WHAT NEEDS TO BE DONE ▸ In which lines of the data does the string "Maipú" appear? Copy every one.

- - - -

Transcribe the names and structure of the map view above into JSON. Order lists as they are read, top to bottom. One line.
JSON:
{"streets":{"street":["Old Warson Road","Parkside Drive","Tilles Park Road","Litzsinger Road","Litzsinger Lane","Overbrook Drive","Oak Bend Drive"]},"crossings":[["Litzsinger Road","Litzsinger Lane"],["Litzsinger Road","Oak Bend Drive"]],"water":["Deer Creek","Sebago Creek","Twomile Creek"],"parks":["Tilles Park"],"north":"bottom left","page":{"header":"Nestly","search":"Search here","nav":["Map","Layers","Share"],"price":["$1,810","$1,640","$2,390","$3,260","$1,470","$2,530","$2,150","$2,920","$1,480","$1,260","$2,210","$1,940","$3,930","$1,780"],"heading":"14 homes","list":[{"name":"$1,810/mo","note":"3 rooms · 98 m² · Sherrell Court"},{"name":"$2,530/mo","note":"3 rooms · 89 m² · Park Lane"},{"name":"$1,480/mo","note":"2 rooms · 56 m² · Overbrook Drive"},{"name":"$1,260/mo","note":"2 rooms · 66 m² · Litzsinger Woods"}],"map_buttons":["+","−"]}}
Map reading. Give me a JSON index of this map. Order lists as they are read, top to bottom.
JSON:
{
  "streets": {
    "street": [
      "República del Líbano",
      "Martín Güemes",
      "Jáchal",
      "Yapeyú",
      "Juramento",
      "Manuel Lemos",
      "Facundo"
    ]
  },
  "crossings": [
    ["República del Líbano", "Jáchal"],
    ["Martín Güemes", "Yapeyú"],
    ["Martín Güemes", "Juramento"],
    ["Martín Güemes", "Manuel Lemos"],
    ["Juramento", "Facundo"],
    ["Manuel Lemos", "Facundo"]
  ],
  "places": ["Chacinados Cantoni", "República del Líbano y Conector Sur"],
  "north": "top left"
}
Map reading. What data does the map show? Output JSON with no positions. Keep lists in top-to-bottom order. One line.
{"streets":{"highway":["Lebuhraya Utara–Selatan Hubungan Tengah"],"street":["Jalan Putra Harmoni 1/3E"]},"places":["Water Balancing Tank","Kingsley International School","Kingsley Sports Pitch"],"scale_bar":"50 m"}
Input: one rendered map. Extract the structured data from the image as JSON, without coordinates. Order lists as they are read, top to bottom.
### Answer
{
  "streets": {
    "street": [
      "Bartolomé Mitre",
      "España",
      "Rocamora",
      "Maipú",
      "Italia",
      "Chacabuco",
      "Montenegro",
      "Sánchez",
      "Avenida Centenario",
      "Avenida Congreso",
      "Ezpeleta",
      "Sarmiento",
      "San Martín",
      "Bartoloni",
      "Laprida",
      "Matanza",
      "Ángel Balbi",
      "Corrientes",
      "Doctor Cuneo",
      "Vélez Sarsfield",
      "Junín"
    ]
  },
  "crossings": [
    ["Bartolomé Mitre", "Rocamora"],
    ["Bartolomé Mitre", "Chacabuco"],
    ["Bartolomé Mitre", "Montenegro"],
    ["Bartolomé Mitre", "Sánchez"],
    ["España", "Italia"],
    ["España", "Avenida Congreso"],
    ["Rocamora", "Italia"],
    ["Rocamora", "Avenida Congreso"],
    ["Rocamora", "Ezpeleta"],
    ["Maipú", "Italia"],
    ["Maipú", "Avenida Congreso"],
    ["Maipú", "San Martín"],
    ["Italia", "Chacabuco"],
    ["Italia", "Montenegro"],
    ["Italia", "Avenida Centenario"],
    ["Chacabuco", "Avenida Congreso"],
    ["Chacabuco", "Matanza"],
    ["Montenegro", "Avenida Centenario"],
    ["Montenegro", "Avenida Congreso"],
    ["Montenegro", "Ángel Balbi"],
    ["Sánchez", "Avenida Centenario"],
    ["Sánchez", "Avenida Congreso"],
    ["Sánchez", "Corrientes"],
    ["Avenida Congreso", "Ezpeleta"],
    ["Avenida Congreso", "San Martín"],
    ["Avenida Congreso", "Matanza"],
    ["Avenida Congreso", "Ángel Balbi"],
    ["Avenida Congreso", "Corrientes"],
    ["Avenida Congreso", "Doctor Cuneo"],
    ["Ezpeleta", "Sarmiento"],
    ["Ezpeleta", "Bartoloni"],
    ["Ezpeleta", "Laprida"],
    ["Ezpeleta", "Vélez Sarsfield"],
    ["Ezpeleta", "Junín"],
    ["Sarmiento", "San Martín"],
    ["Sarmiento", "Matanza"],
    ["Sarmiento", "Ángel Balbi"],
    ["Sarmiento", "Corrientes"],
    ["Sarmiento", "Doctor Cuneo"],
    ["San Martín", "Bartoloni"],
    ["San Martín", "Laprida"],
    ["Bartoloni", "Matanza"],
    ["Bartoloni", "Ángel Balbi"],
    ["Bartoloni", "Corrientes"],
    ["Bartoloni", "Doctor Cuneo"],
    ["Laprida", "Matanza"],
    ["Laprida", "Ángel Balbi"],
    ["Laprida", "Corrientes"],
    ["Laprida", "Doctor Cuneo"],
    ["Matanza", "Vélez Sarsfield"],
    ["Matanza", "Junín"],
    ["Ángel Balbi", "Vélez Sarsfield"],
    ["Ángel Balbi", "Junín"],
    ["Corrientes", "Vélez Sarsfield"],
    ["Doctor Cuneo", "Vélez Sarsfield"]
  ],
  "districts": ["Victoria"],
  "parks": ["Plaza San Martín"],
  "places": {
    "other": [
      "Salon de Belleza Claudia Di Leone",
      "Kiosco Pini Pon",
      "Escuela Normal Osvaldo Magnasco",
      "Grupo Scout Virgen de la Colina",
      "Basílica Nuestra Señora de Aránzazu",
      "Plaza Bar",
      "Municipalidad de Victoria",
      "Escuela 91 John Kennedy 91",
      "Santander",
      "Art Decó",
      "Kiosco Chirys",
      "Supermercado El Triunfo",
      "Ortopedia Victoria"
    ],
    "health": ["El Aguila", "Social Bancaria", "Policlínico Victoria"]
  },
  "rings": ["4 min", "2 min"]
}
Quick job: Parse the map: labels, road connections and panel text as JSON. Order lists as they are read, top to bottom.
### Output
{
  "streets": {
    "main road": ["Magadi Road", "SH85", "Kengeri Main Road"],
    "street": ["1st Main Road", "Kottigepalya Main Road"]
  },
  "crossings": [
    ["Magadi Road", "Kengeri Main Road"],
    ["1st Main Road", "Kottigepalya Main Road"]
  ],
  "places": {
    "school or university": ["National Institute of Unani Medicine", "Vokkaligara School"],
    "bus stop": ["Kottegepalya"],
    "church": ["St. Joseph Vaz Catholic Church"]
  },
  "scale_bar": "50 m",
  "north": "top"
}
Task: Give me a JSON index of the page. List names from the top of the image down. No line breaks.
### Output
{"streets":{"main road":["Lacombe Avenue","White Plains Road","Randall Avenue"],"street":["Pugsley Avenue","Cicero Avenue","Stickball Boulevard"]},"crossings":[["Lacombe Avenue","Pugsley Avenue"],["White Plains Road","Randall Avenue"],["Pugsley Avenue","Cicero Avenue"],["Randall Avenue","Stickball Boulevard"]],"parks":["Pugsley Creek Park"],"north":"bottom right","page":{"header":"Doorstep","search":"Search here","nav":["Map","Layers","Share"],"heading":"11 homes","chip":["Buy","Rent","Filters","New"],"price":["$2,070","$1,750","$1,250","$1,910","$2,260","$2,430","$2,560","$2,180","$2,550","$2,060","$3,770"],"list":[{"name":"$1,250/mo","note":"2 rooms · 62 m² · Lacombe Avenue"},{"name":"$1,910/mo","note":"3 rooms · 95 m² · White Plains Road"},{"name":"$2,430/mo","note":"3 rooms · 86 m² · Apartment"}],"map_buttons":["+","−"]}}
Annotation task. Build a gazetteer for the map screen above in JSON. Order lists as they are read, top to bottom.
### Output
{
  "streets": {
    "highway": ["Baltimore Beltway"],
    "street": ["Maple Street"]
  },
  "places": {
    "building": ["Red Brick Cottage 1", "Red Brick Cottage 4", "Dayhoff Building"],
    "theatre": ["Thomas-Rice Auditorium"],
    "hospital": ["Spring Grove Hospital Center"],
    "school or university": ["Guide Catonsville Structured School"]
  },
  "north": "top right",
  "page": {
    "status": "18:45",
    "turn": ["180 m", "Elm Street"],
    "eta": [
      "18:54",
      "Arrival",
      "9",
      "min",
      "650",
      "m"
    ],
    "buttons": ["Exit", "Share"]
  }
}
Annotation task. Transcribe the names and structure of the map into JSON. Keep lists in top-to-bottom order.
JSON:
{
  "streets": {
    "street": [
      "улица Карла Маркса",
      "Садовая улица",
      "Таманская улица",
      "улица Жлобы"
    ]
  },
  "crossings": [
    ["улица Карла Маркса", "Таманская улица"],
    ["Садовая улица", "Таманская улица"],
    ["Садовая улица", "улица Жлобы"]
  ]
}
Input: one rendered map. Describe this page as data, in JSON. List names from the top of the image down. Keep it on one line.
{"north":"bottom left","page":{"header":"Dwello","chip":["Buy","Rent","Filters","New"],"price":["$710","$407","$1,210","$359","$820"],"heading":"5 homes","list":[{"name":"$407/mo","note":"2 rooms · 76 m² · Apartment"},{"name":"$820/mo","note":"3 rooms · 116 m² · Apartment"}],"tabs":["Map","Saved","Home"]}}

- - - -

COMPLETED TASK ▸
      "Maipú",
    ["Maipú", "Italia"],
    ["Maipú", "Avenida Congreso"],
    ["Maipú", "San Martín"],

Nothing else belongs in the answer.